1. Field of the Invention
The present invention relates to a reference data optimization learning method for adding reference data for a pattern matching process to be recognized, and a pattern recognition system for recognizing/learning the reference data by using this method.
2. Description of the Related Art
In the pattern recognition system, the pattern matching process is an important factor for a recognition process. According to a conventional system, a mode realized based on a processor is most common. This model employs a method for sequentially comparing data of input patterns with a plurality of reference data in a memory to detect reference data indicating the most similar patterns. However, the method of this model has a problem in that the sequential comparison necessitates much processing time, and the time for the processing is increased in proportion to an increase in the number of comparison data. Regarding the reference data, due to the sequential comparison, there is no learning concept in changing of a comparison order or registration of new reference data, making it impossible to obtain a processing time reduction effect by learning.
Pattern recognition and learning are functions essential for building an artificial intelligence system which has capabilities similar to those of the human brain.
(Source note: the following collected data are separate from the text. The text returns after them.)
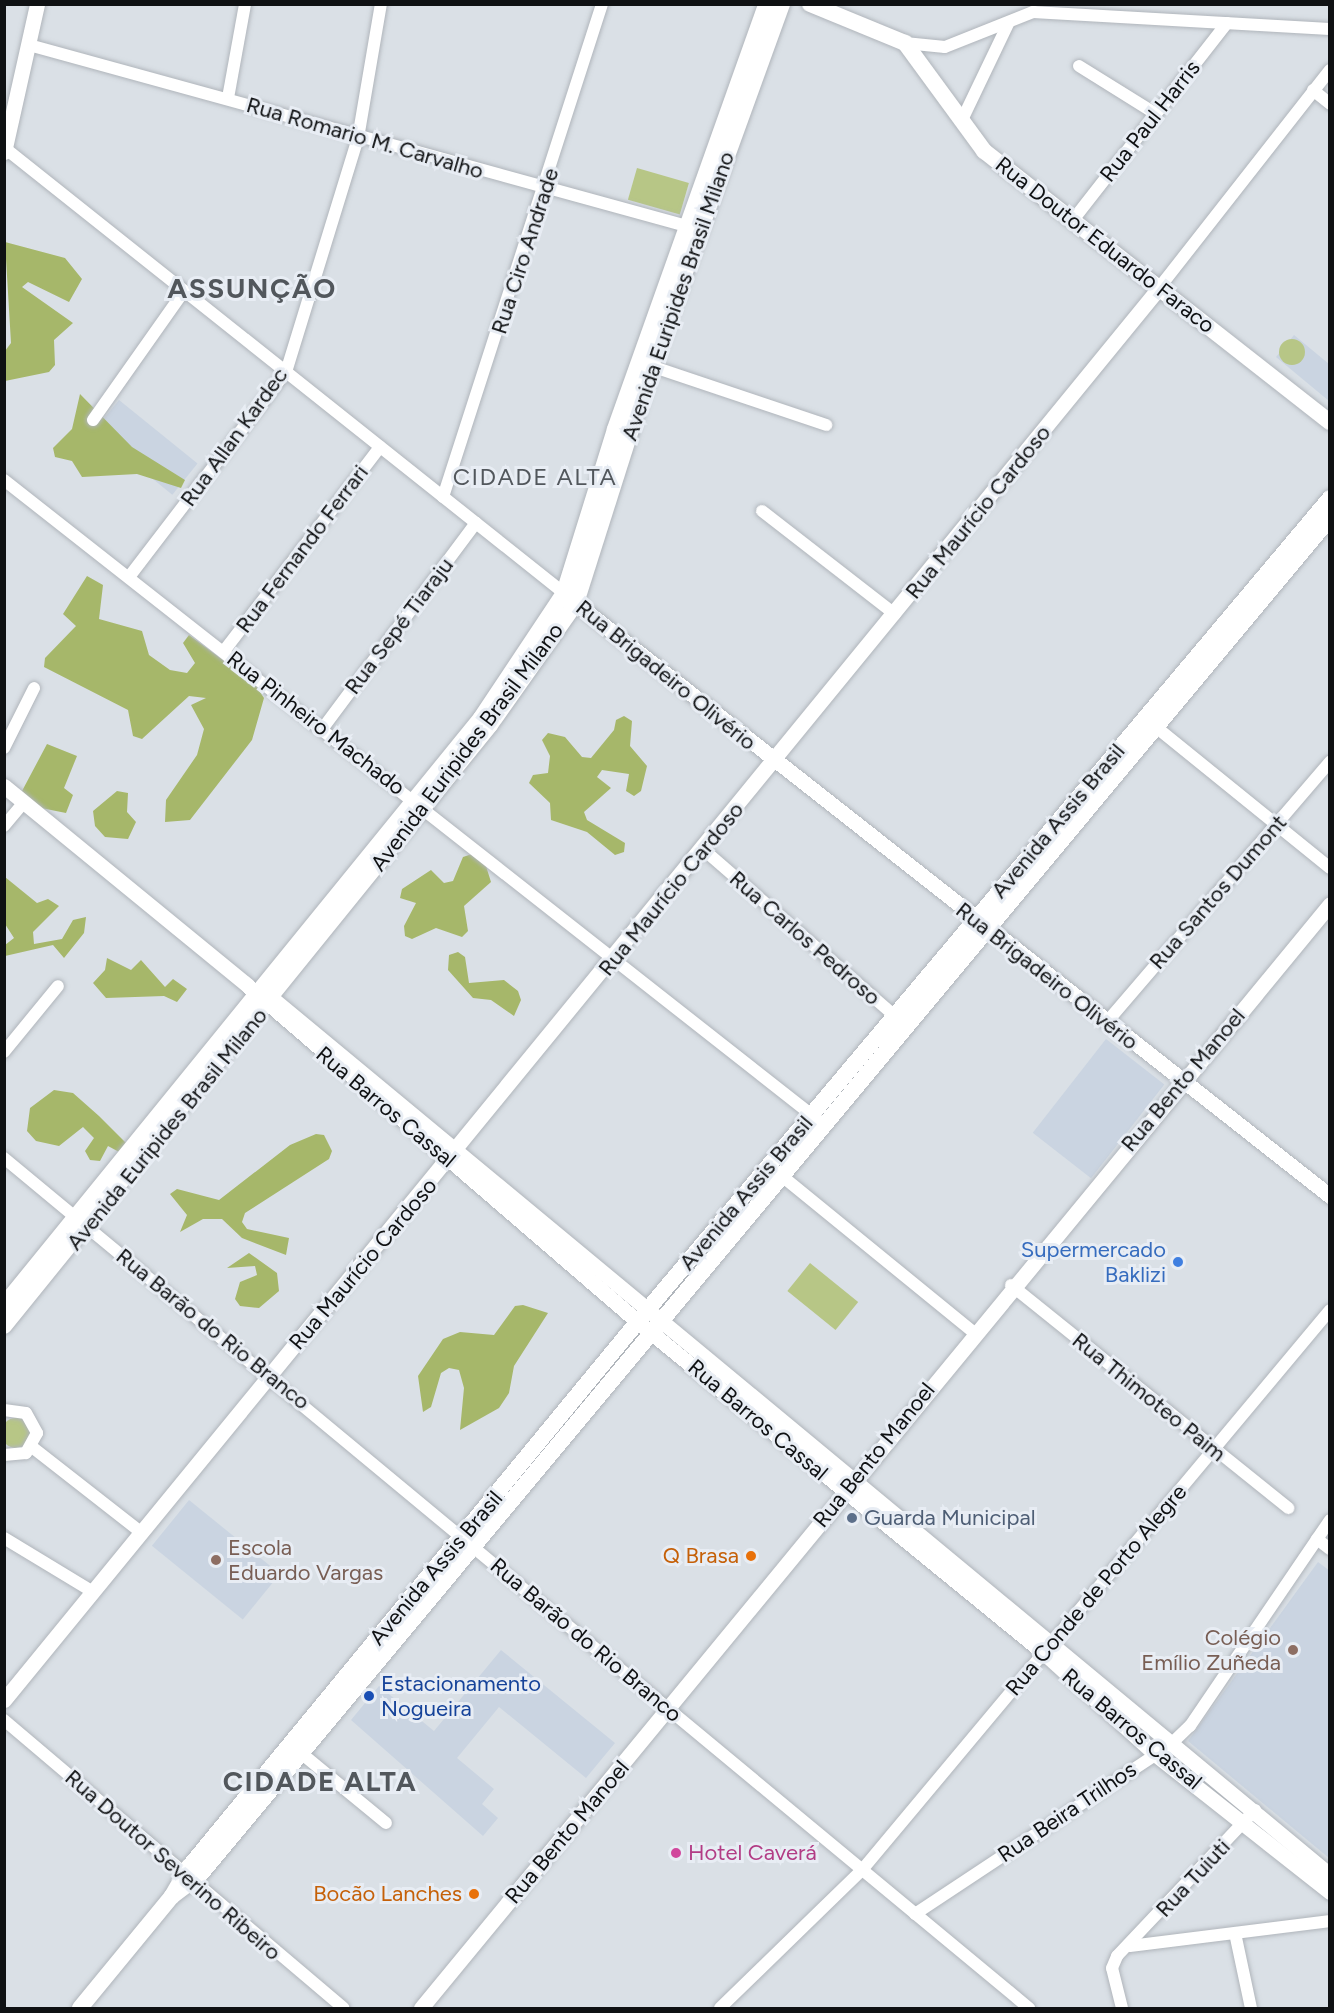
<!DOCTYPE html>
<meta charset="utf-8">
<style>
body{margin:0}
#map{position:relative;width:1334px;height:2013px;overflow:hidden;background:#dae0e6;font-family:Figtree,sans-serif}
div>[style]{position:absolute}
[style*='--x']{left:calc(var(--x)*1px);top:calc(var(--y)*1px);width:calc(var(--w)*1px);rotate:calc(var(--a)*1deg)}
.built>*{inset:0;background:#cad4e1;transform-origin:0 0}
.green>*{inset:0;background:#b7c686;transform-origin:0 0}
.round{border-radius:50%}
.forest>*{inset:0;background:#a6b76a}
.roads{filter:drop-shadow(0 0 2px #b0b5bb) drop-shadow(0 0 2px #b0b5bb)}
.minor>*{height:12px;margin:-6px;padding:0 6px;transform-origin:6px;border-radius:6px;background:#fff}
.tertiary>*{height:15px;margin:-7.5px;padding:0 7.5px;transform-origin:7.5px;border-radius:7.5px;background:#fff}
.secondary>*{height:16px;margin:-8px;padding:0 8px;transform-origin:8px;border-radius:8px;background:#fff}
.dots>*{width:16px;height:16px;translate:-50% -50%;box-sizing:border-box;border:3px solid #e8edf4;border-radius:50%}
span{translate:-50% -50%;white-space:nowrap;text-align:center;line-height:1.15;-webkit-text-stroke:6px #e8edf4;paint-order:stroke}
.street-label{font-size:22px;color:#0f1113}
.shop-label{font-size:22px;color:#366cbe}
.right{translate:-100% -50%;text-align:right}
.service-label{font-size:22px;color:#4e5e75}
.left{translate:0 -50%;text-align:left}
.education-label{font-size:22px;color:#785e54}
.food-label{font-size:22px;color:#c56008}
.transit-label{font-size:22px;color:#164399}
.hotel-label{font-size:22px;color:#b23c85}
.neighbourhood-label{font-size:24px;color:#52575c;letter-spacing:1.5px}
.district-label{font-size:28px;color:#52575c;font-weight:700;letter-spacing:1.5px}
.frame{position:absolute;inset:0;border:6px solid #0f1113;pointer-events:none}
</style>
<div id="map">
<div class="built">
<div style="clip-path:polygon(1294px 335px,1329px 364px,1329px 401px,1276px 357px)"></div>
<div style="left:119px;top:400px;width:101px;height:40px;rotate:39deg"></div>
<div style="left:1106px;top:1039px;width:74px;height:119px;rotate:38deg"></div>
<div style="left:189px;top:1500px;width:117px;height:59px;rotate:39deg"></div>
<div style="clip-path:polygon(1318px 1562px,1330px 1571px,1329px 1858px,1188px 1741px)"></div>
<div style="clip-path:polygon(501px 1650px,615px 1743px,586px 1778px,499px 1707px,457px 1758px,494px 1789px,482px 1804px,498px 1818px,483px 1836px,351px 1720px,379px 1686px,434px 1731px)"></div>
</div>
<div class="green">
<div style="left:637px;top:168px;width:54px;height:33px;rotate:16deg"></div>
<div class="round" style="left:1279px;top:339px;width:26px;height:26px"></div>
<div style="left:810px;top:1263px;width:62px;height:36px;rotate:39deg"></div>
<div class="round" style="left:1px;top:1418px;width:30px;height:30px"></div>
</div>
<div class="forest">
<div style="clip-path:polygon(5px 242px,65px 258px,82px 279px,69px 302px,28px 282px,22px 287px,73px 323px,54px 340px,55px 365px,49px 372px,5px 381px,5px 351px,11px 343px)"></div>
<div style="clip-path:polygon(80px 394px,132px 447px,185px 480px,181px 488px,137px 474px,82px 477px,72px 461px,55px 457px,53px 448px,72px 429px)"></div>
<div style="clip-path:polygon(87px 576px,103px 585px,99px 619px,142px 631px,149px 655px,170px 670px,187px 673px,195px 663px,183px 643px,189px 635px,254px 683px,264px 698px,252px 740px,190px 820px,165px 822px,166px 800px,197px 755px,204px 729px,191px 705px,206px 698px,189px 696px,142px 739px,133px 736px,128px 710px,44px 667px,45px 658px,76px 626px,63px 614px)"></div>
<div style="clip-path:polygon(624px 716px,632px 721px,630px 746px,647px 766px,641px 791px,634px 796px,626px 791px,629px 774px,602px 770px,597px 777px,611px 788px,584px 812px,587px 820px,625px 843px,624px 852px,615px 855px,587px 832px,551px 820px,550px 803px,529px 783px,533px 775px,548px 773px,550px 756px,542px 740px,548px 733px,565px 737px,582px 757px,591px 758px,614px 730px,616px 720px)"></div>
<div style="clip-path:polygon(47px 744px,77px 756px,64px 788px,73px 795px,66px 813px,41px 808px,22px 791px)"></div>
<div style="clip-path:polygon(117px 791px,128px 793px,127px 812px,136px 822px,128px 839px,105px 837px,95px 826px,93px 811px)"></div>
<div style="clip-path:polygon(472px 854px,486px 866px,491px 882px,464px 906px,468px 931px,462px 937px,436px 928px,412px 939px,405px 936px,404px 926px,416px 903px,400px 898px,402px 889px,431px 870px,444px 883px,453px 881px,463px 857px)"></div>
<div style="clip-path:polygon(5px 877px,37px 903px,48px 899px,59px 906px,33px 932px,34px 944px,62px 939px,73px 920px,86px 917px,84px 933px,64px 958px,53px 945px,5px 956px,5px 945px,14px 938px,5px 924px)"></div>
<div style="clip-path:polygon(458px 952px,465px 957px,469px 983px,504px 980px,518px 991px,521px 1000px,514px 1016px,491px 1000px,473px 998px,448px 970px,449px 955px)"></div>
<div style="clip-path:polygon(107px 958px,131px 970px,141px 960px,165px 987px,173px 979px,187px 989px,177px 1002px,164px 996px,106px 998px,93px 983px,105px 970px)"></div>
<div style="clip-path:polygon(54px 1090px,73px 1093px,99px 1116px,126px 1143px,121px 1153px,108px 1146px,100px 1161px,90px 1160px,85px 1151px,94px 1138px,83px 1127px,59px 1146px,36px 1141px,27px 1131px,30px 1108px)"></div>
<div style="clip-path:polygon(316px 1134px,324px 1135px,332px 1151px,329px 1159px,245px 1213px,242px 1222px,247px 1229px,289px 1238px,286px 1255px,242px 1238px,222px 1219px,203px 1219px,180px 1232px,187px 1215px,170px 1194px,177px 1189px,219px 1200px,290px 1145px)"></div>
<div style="clip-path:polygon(249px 1253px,277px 1273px,279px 1291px,259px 1308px,240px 1306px,235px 1299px,240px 1282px,257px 1275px,255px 1266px,227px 1268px)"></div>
<div style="clip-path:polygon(523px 1305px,548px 1313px,514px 1366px,509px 1393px,499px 1408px,460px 1430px,464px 1388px,459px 1370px,449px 1368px,441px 1373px,431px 1407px,423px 1412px,418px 1376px,443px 1339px,460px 1332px,494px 1335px,515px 1306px)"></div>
</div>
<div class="roads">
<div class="minor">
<div style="--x:905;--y:43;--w:40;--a:5.7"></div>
<div style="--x:945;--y:47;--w:95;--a:-21.7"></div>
<div style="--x:1033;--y:12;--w:297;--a:3.3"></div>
<div style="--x:29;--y:45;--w:690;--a:15.39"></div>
<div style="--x:1079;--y:66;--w:91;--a:31.9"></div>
<div style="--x:1313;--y:90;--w:22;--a:39"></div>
<div style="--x:228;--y:98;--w:96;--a:-79.7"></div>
<div style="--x:962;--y:120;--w:106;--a:-64.4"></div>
<div style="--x:6;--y:149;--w:713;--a:38.51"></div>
<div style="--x:1073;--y:220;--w:250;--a:-52"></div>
<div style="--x:1159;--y:288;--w:277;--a:-51.9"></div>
<div style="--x:651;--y:366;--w:185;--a:18.6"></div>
<div style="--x:93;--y:420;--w:158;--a:-54.8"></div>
<div style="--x:4;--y:480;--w:1034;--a:38.17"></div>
<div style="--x:443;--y:497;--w:518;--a:-72.12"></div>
<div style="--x:762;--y:511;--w:168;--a:37.8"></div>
<div style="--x:129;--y:577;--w:258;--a:-52.6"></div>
<div style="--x:286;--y:372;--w:245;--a:-72.9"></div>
<div style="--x:358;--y:138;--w:136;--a:-80.3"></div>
<div style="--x:224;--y:651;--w:257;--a:-52.6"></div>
<div style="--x:1151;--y:723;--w:230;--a:39"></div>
<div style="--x:323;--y:728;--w:256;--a:-53.3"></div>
<div style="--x:4;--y:748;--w:67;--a:-63.4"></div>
<div style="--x:4;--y:826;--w:31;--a:-50"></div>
<div style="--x:704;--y:850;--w:261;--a:41"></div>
<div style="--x:1106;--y:1023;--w:344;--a:-49.4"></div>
<div style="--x:4;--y:1052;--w:85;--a:-50.7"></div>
<div style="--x:4;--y:1158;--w:1332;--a:39.67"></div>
<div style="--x:777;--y:1172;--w:253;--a:39.2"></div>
<div style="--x:1011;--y:1285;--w:356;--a:38.8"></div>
<div style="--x:4;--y:1410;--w:22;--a:8"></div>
<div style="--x:26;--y:1413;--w:23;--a:61"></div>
<div style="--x:37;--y:1433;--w:23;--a:119"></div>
<div style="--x:26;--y:1453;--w:22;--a:175"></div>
<div style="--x:32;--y:1447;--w:140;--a:38"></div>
<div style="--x:4;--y:1538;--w:104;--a:31.2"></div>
<div style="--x:1317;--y:1539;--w:16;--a:38"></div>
<div style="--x:4;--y:1720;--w:445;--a:40.3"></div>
<div style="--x:301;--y:1753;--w:110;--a:39.5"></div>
<div style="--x:915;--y:1914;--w:306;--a:-33.5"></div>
<div style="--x:1170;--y:1745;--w:28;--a:-44"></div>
<div style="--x:1190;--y:1726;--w:249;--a:-55.8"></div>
<div style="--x:1235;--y:1933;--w:77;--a:78"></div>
<div style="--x:1130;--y:1946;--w:202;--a:-7.1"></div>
<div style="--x:720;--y:2008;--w:198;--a:-44.2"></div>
<div style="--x:862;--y:1870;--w:730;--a:-50.11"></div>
<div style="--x:1122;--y:2008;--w:41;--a:-104"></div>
<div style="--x:1112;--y:1968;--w:13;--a:-67"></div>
<div style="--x:1117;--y:1956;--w:201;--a:-46.6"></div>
</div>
<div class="tertiary">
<div style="--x:4;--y:152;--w:152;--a:-77.4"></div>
<div style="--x:568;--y:597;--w:969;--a:38.17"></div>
<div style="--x:4;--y:786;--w:315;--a:39.3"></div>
<div style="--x:248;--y:986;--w:515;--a:40.75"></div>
<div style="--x:638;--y:1322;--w:524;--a:39.19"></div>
<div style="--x:1044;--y:1653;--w:150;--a:42.3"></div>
<div style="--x:1155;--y:1754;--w:223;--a:38.3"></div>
<div style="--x:262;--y:990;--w:1387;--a:39.65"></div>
<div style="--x:4;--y:1700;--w:1824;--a:-50.72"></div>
<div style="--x:421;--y:2008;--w:1430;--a:-50.53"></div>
</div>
<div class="secondary">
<div style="--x:810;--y:4;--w:103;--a:22.3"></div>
<div style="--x:905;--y:43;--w:134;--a:53.8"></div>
<div style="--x:984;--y:151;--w:439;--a:38.1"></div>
<div style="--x:4;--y:1305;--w:756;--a:-50.9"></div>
<div style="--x:481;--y:718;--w:150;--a:-56.4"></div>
<div style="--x:564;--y:593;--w:172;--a:-72.7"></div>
<div style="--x:615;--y:429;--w:451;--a:-70.4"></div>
<div style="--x:4;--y:1326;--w:773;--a:-51.04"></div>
<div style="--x:490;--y:725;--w:149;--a:-54.8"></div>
<div style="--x:576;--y:603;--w:249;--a:-72.4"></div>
<div style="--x:651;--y:366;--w:385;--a:-70.1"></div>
<div style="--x:172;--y:1896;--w:34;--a:-37"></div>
<div style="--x:199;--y:1876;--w:1767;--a:-50.21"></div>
<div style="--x:80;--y:2008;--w:145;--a:-50.6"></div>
<div style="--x:172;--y:1896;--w:34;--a:-60"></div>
<div style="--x:189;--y:1867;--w:724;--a:-50.55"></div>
<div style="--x:649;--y:1308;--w:1058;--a:-49.94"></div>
</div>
</div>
<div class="dots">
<div style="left:1178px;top:1262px;background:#3f7fe0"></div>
<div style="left:852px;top:1518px;background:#5c6f8a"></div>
<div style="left:751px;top:1556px;background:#e8710a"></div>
<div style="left:216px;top:1560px;background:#8d6e63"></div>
<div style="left:1293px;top:1650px;background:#8d6e63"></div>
<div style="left:369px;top:1696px;background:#1a4fb4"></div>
<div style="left:676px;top:1853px;background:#d1479c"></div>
<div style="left:474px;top:1894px;background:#e8710a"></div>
</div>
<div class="street-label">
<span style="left:1150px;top:121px;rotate:-52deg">Rua Paul Harris</span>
<span style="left:365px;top:138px;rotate:16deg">Rua Romario M. Carvalho</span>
<span style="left:1105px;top:245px;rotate:38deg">Rua Doutor Eduardo Faraco</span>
<span style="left:525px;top:251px;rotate:-72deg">Rua Ciro Andrade</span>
<span style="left:678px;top:296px;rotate:-71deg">Avenida Euripides Brasil Milano</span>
<span style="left:234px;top:437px;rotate:-54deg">Rua Allan Kardec</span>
<span style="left:978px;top:512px;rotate:-51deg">Rua Maurício Cardoso</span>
<span style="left:302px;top:549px;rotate:-53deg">Rua Fernando Ferrari</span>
<span style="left:399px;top:626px;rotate:-53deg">Rua Sepé Tiaraju</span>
<span style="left:666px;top:675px;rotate:39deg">Rua Brigadeiro Olivério</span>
<span style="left:316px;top:723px;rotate:38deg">Rua Pinheiro Machado</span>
<span style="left:467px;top:747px;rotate:-53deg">Avenida Euripides Brasil Milano</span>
<span style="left:1058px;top:821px;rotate:-50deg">Avenida Assis Brasil</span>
<span style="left:671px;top:889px;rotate:-51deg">Rua Maurício Cardoso</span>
<span style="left:1218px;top:892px;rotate:-49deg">Rua Santos Dumont</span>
<span style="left:805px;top:938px;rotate:41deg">Rua Carlos Pedroso</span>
<span style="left:1047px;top:976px;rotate:38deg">Rua Brigadeiro Olivério</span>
<span style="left:1183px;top:1080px;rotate:-50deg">Rua Bento Manoel</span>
<span style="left:386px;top:1107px;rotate:40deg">Rua Barros Cassal</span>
<span style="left:167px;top:1129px;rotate:-51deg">Avenida Euripides Brasil Milano</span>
<span style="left:746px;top:1193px;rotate:-50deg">Avenida Assis Brasil</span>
<span style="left:363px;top:1264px;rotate:-50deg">Rua Maurício Cardoso</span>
<span style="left:213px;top:1329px;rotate:39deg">Rua Barão do Rio Branco</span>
<span style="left:1149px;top:1397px;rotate:39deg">Rua Thimoteo Paim</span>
<span style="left:758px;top:1420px;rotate:40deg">Rua Barros Cassal</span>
<span style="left:874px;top:1455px;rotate:-51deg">Rua Bento Manoel</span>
<span style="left:436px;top:1568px;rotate:-50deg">Avenida Assis Brasil</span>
<span style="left:1096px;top:1590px;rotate:-50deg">Rua Conde de Porto Alegre</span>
<span style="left:586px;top:1640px;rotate:40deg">Rua Barão do Rio Branco</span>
<span style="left:1132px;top:1729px;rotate:40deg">Rua Barros Cassal</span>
<span style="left:1067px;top:1812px;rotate:-34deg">Rua Beira Trilhos</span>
<span style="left:567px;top:1832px;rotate:-50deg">Rua Bento Manoel</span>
<span style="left:173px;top:1865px;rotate:41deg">Rua Doutor Severino Ribeiro</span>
<span style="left:1193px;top:1878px;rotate:-47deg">Rua Tuiuti</span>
</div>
<div class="shop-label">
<span class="right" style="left:1166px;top:1262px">Supermercado<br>Baklizi</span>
</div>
<div class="service-label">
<span class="left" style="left:864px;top:1518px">Guarda Municipal</span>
</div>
<div class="education-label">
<span class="left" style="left:228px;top:1560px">Escola<br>Eduardo Vargas</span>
<span class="right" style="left:1281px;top:1650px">Colégio<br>Emílio Zuñeda</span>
</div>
<div class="food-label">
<span class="right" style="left:739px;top:1556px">Q Brasa</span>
<span class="right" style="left:462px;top:1894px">Bocão Lanches</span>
</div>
<div class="transit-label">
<span class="left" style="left:381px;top:1696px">Estacionamento<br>Nogueira</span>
</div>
<div class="hotel-label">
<span class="left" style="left:688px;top:1853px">Hotel Caverá</span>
</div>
<div class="neighbourhood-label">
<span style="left:535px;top:477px">CIDADE ALTA</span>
</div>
<div class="district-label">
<span style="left:252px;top:288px">ASSUNÇÃO</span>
<span style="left:320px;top:1781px">CIDADE ALTA</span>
</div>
<div class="frame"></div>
</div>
Accordingly, it is technically very significant to realize such functions in an integrated circuit. Most of methods proposed thus far to realize pattern recognition and learning functions use a neural network. An example is described in Document 1 below.
[Document 1] Yoshihito Amamiya, “Neural Network LSI”, Institute of Electronics, Information and Communication Engineers, 1995.
However, the method using the neural network has had a problem in that a threshold value of each neuron and a load of each network must be updated necessitating a great deal of processing time. As there is no method available to efficiently store patterns in the network, information of the patterns must be embraced in a network structure itself. Besides, to learn to recognize a new pattern after completion of network learning, relearning of the entire network is necessary, and it is difficult to update the load of the network by learning while carrying out a recognition process.
Recent progress in the realization method by hardware using a neural network has not been as fast as originally expected, and it is now difficult to realize an LSI in terms of degree of integration and power consumption. Under these circumstances, there is a demand for a better realization method by new hardware which can efficiently store patterns by incorporating a memory element.
With the foregoing in mind, development of a small-area/high-speed associative memory based on a fully parallel architecture has recently been pursued. Examples are described in detail in Documents 2 to 8 below.
[Document 2] H. J. Mattausch, N, Omori, S. Fukae, T. Koide, and T. Gyoten, “Fully-parallel pattern-matching engine with dynamic adaptability to Hamming or Manhattan distance”, 2002 Symposium on VLSI Circuit Dig. of Tech. Papers, pp. 252-255, 2002.
[Document 3] T. Koide, Y. Yano, H. J. Mattausch, “An associative memory for real-time applications requiring fully parallel nearest Manhattan-distance-search”, Proc. of the Workshop on Synthesis And System Integration of Mixed Technologies, pp. 200-205, 2003.
[Document 4] H. J. Mattaush. T. Gyohten, Y. Soda, T. Koide, “Compact associative-memory architecture with fully-parallel search capability for the minimum Hamming distance”, IEEE Journal of Solid-State Circuits, Vol. 37, pp. 218-227, 2002.
[Document 5] Y. Yano, T. Koide, H. J. Mattausch, “Fully parallel nearest Manhattan-distance search memory with large reference-pattern number”, Extend. Abst. of the International Conf. on Solid-State Devices and Materials, pp. 254-255, 2002.
[Document 6] Jpn. Pat. Appln. KOKAI Publication. No. 2001-011760
[Document 7] Jpn. Pat. Appln. KOKAI Publication. No. 2002-159436
[Document 8] Jpn. Pat. Appln. KOKAI Publication No. 2002-165759
The associative memory has a smallest distance search function which is an important element for realizing a recognition function, and can make parallel comparison among all data by comparing search data with each reference data based on digital comparison calculation and analog smallest value calculation. Accordingly, the associative memory is attracting attention as it can realize a high-speed pattern matching process.
However, even in the case of the pattern recognition system based on the associative memory, a specific method is yet to be established which enables efficient learning to recognize new reference data, and a process of adding or replacing reference data needs a great deal of time.